This fanfic deviates from the usual Human in Equestria in several aspects. For one, the human is far from friendly. Secondly, the focus is a lot more concentrated on politics and the culture clash than on the human's character and life in the new world. Thirdly, the point of view is that of the Equestrians. Fourthly, the pace of the narrative is extremely slow — at a little more than 220k words, about three days have passed in-universe since Shane's awakening.

It can be found at Equestria Daily, fanfiction.net and FIMFiction.


The fanfic shows the following tropes:

  • Aliens Are Bastards: Discussed but ultimately subverted. This trope is a phobia for the inhabitants of Equus, but the alien in question, Shane, while a Jerkass, is unambiguously a good guy.
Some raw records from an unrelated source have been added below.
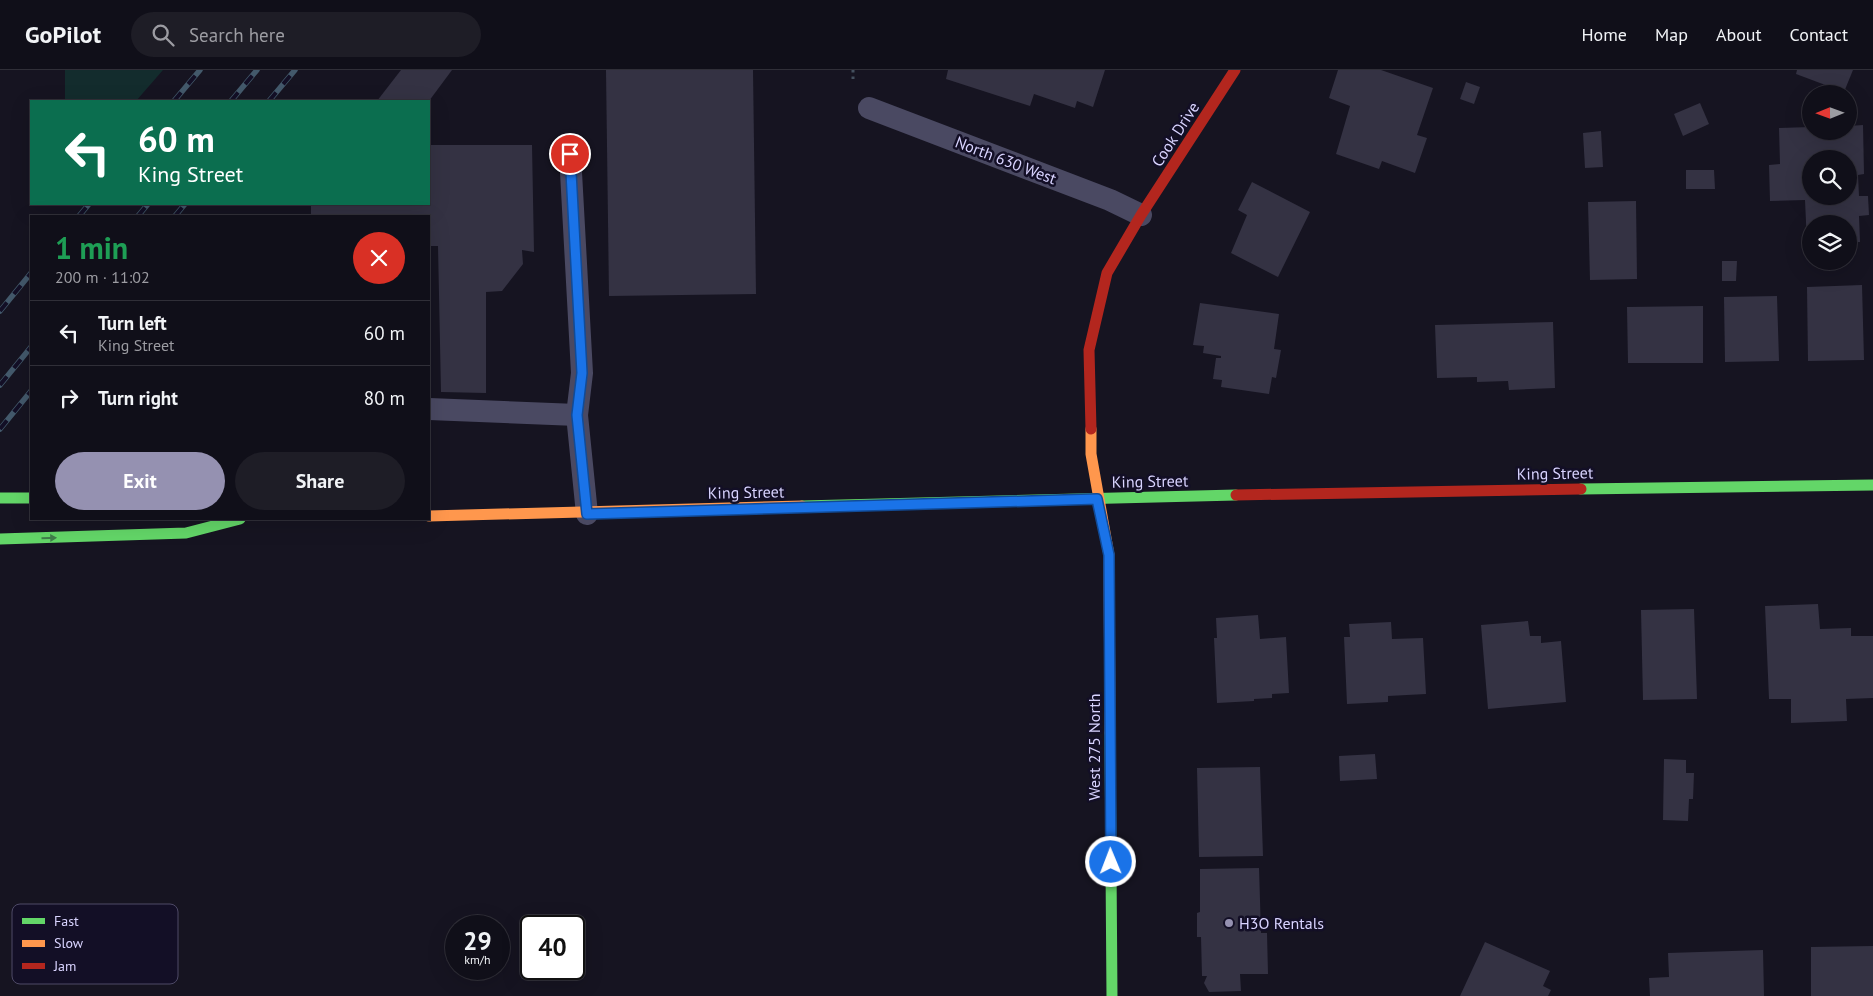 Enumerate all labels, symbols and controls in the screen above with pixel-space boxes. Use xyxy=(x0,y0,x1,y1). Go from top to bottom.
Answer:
search box xyxy=(131,12,481,57)
text: GoPilot xyxy=(25,19,101,50)
icon: search xyxy=(149,21,177,49)
text: Search here xyxy=(189,23,285,47)
text: Home xyxy=(1581,23,1627,46)
text: Map xyxy=(1655,23,1688,46)
text: About xyxy=(1716,23,1762,46)
text: Contact xyxy=(1790,23,1848,46)
north arrow xyxy=(1802,85,1858,140)
map controls xyxy=(1802,85,1857,270)
street label: Cook Drive xyxy=(1147,98,1203,170)
text: 60 m xyxy=(138,116,215,162)
icon: left xyxy=(55,120,120,185)
street label: North 630 West xyxy=(953,132,1060,189)
pin xyxy=(549,133,591,175)
icon: arrive xyxy=(556,140,584,168)
button: search xyxy=(1802,150,1857,205)
text: King Street xyxy=(138,160,243,188)
button: layers xyxy=(1802,215,1857,270)
text: 1 min xyxy=(55,228,128,267)
button: close xyxy=(353,232,405,284)
text: 200 m · 11:02 xyxy=(55,267,150,287)
text: Turn left xyxy=(98,311,167,335)
icon: left xyxy=(55,319,83,347)
text: 60 m xyxy=(364,321,405,345)
text: King Street xyxy=(98,335,175,355)
icon: right xyxy=(55,384,83,412)
text: Turn right xyxy=(98,386,178,410)
text: 80 m xyxy=(364,386,405,410)
button: Exit xyxy=(55,452,225,510)
button: Share xyxy=(235,452,405,510)
street label: King Street xyxy=(1517,462,1594,484)
street label: King Street xyxy=(1112,470,1189,492)
street label: King Street xyxy=(708,481,785,503)
one-way arrow xyxy=(41,534,57,542)
street label: West 275 North xyxy=(1084,693,1104,801)
position arrow xyxy=(1084,835,1136,887)
legend xyxy=(12,904,178,984)
text: Fast xyxy=(54,912,79,930)
place label: H3O Rentals xyxy=(1239,913,1324,933)
speed limit sign: 40 xyxy=(520,915,585,980)
marker: H3O Rentals xyxy=(1223,917,1235,929)
text: 29 xyxy=(463,925,492,957)
text: Slow xyxy=(54,934,84,952)
text: km/h xyxy=(464,952,491,967)
text: Jam xyxy=(53,957,76,975)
  • Anti-Magic: Humans, or at least Shane, are highly resistant to most spells, and seem to be able to dispel magic by skin contact alone.
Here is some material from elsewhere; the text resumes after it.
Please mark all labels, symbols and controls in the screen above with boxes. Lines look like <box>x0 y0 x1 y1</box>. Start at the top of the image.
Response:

  • Bait-and-Switch: At one point, Shane seems to be showing the guards porn, with one of them commenting that he's not sure what he's looking at but he likes it. Turns out it was a car magazine.
  • Balance of Power: Major Doran has, at last count, a few thousand bullets in his arsenal. Canterlot has a few thousand magic users, two of which are the Princesses. Neither side wants to set off the other one.
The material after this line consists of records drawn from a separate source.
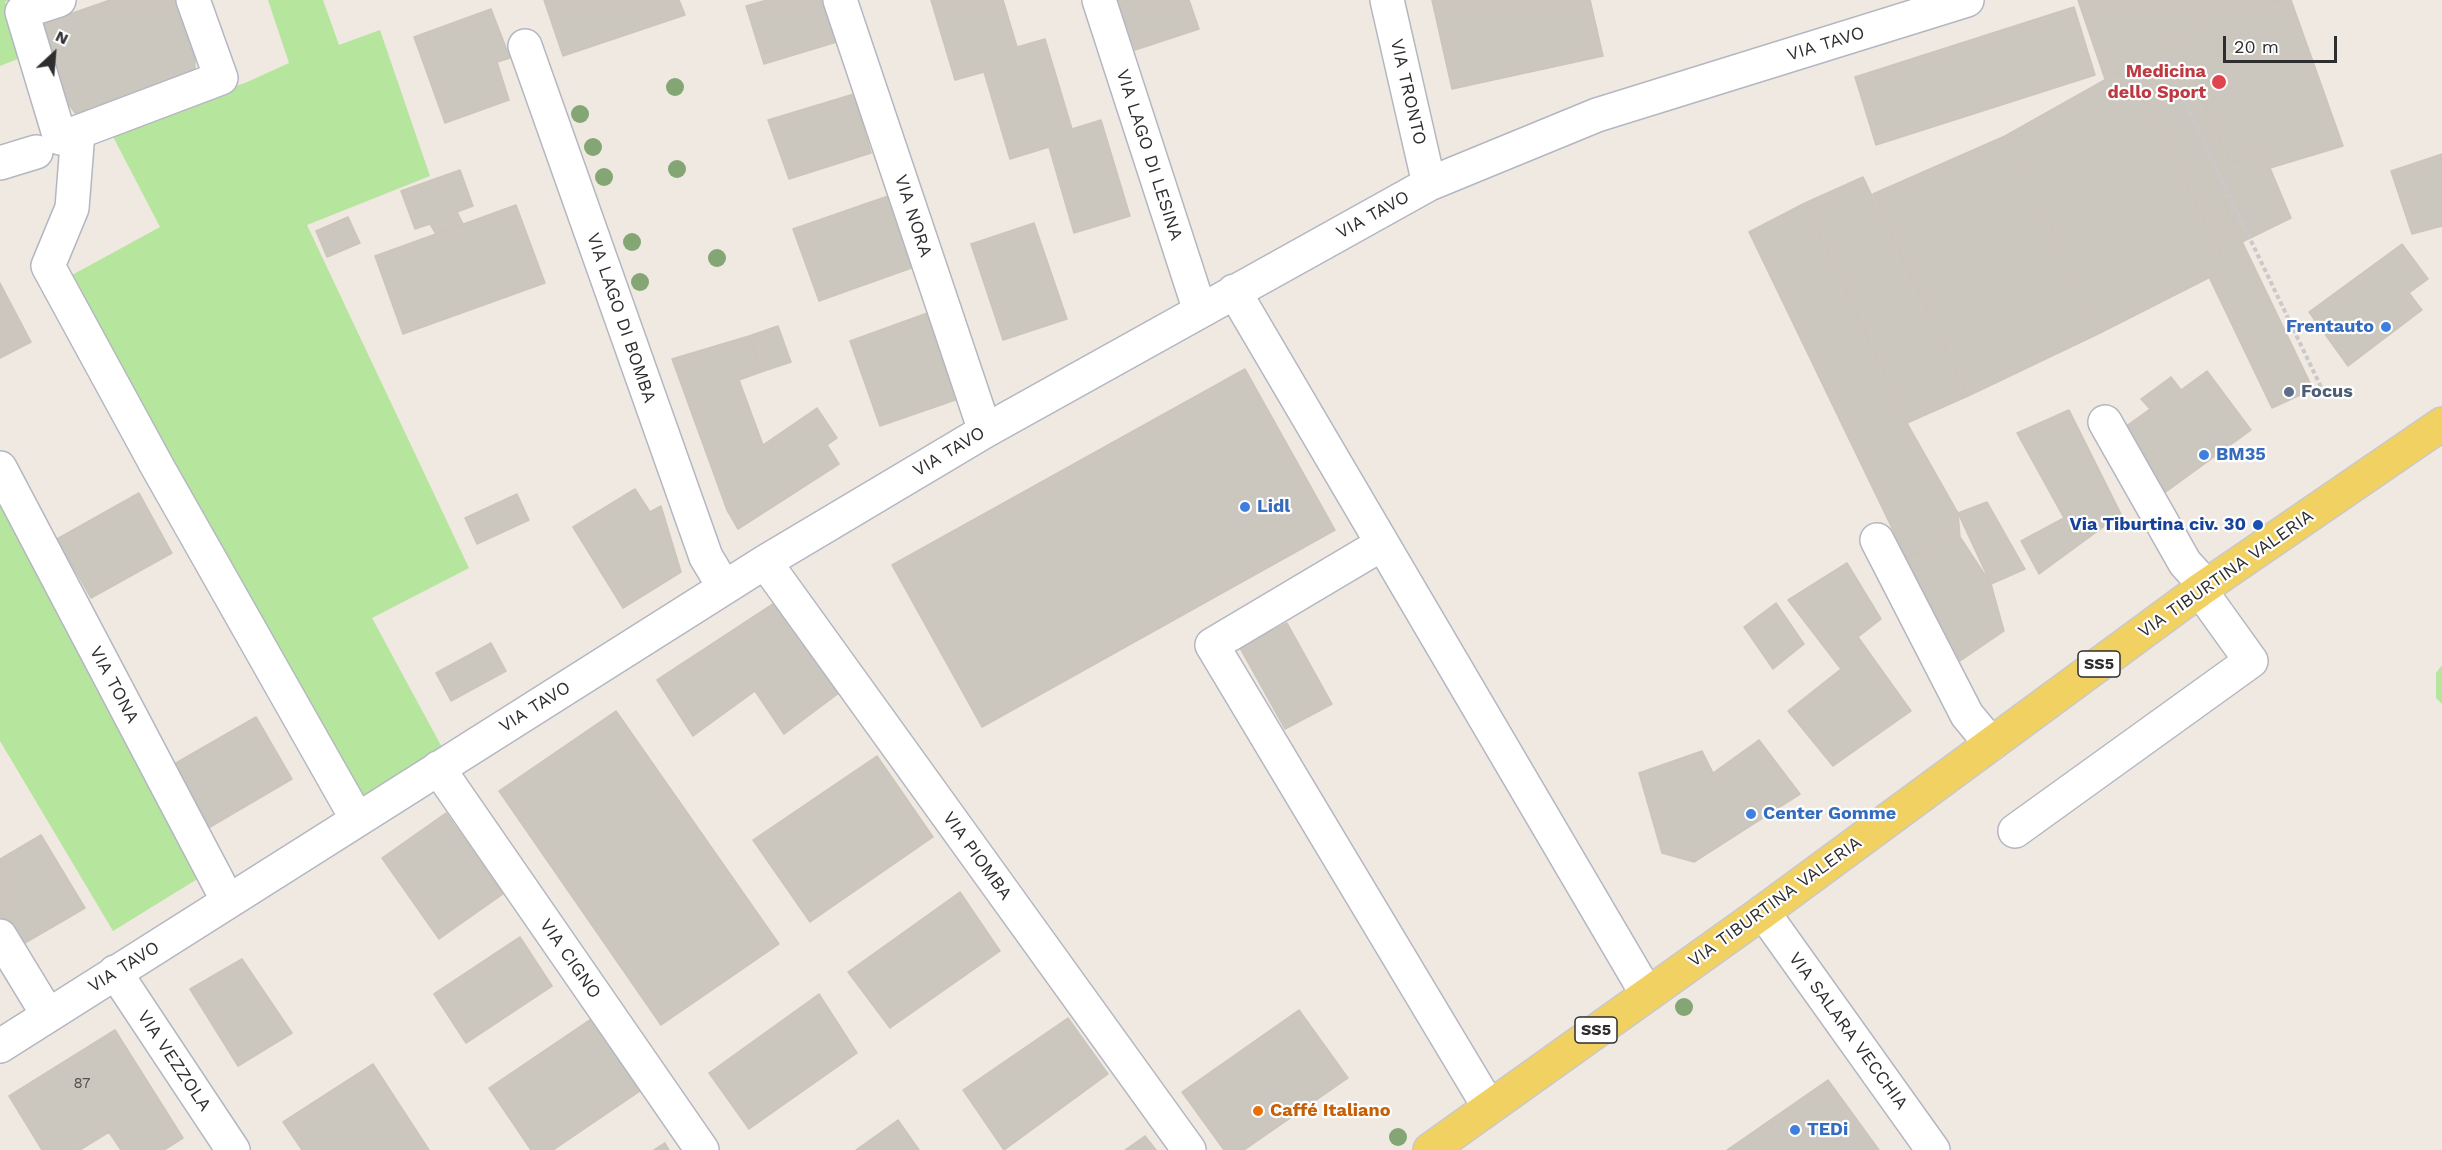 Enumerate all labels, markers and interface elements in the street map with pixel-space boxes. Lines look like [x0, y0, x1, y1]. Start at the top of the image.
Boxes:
street label: VIA TAVO [1785, 22, 1867, 66]
north arrow [24, 24, 84, 84]
scale bar [2226, 24, 2340, 62]
text: N [53, 26, 72, 49]
text: 20 m [2234, 36, 2279, 57]
street label: VIA TRONTO [1385, 37, 1431, 147]
place label: Medicina dello Sport [2108, 61, 2206, 104]
street label: VIA LAGO DI LESINA [1111, 67, 1187, 243]
marker: Medicina dello Sport [2210, 73, 2228, 91]
street label: VIA NORA [890, 172, 936, 260]
street label: VIA TAVO [1333, 186, 1413, 244]
street label: VIA LAGO DI BOMBA [582, 230, 660, 406]
place label: Frentauto [2286, 316, 2374, 338]
marker: Frentauto [2379, 320, 2393, 334]
place label: Focus [2301, 381, 2353, 403]
marker: Focus [2282, 385, 2296, 399]
street label: VIA TAVO [909, 422, 989, 482]
place label: BM35 [2216, 444, 2266, 466]
marker: BM35 [2197, 448, 2211, 462]
place label: Lidl [1257, 496, 1290, 518]
marker: Lidl [1238, 500, 1252, 514]
street label: VIA TIBURTINA VALERIA [2134, 505, 2318, 643]
place label: Via Tiburtina civ. 30 [2069, 514, 2246, 536]
marker: Via Tiburtina civ. 30 [2251, 518, 2265, 532]
street label: VIA TONA [85, 643, 143, 727]
road number: SS5 [2078, 651, 2120, 677]
street label: VIA TAVO [495, 677, 575, 737]
place label: Center Gomme [1763, 803, 1896, 825]
marker: Center Gomme [1744, 807, 1758, 821]
street label: VIA PIOMBA [938, 808, 1016, 904]
street label: VIA TIBURTINA VALERIA [1684, 832, 1866, 972]
street label: VIA CIGNO [535, 915, 605, 1003]
street label: VIA TAVO [84, 937, 164, 997]
street label: VIA SALARA VECCHIA [1784, 948, 1912, 1114]
street label: VIA VEZZOLA [132, 1007, 216, 1115]
road number: SS5 [1575, 1017, 1617, 1043]
house number: 87 [73, 1075, 91, 1093]
place label: Caffé Italiano [1270, 1100, 1390, 1122]
marker: Caffé Italiano [1251, 1104, 1265, 1118]
place label: TEDi [1807, 1119, 1848, 1141]
marker: TEDi [1788, 1123, 1802, 1137]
  • Berserk Button: Don't say that magic is magnets to Twilight's face unless you want to piss her off into a rant.
  • Better to Die than Be Killed: Attempted by Shane in the first chapter. Luna manages to stop him.
  • Big Brother Instinct: Shane towards Twilight, ironically against her own brother. Shane's response to her being "attacked" (Read: tickled) is a gun stock to Shining Armor's face.
  • Black Comedy: Shane's sense of humor, when it shows, is grim even by human standards.
  • Blunt "Yes": Luna's response to Rainbow Dash incredulously asking if she's saying aliens crash landed in Equestria.
  • Cavemen Versus Astronauts Debate: Shane and Pinkie spend a lot of time arguing over whether peppermints are a type of candy or not, and even manage to drag the other Mane Six into it. Conclusion: Peppermint is a plant, courtesy Twilight's memorization of its encyclopedia article.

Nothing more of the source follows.